> _How to complete this task_
Your task is to filter the entries and copy every line containing the string "Merpati".

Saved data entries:
◆ ◆ ◆ ◆

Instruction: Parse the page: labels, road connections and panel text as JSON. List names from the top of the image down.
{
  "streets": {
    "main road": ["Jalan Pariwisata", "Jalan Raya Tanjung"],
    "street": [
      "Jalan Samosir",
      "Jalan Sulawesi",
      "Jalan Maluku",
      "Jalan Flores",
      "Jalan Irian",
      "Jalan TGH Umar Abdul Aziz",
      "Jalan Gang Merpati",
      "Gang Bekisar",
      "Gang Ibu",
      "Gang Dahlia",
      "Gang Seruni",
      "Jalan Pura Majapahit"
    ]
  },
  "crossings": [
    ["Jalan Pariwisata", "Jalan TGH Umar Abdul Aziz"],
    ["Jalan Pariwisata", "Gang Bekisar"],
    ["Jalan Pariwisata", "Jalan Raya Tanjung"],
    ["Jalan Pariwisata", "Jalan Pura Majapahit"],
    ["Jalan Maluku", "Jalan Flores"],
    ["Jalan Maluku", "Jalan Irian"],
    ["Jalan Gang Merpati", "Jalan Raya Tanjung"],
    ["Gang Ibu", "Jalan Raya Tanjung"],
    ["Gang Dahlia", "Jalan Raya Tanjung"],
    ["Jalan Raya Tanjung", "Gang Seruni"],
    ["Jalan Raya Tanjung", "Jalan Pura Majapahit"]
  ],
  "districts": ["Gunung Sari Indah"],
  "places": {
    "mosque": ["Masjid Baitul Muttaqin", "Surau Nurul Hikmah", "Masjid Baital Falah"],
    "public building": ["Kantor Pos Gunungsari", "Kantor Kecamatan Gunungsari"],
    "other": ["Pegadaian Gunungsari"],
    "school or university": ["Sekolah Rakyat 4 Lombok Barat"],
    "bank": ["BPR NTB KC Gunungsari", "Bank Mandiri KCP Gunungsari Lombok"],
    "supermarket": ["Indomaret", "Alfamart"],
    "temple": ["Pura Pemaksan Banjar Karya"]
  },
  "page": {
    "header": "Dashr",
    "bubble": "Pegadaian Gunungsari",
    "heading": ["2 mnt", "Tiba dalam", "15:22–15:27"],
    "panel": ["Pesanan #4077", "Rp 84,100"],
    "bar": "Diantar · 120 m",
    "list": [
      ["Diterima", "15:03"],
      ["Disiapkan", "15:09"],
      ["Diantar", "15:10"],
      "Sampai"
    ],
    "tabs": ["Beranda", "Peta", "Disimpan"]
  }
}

◆ ◆ ◆ ◆

> _Your solution_
      "Jalan Gang Merpati",
    ["Jalan Gang Merpati", "Jalan Raya Tanjung"],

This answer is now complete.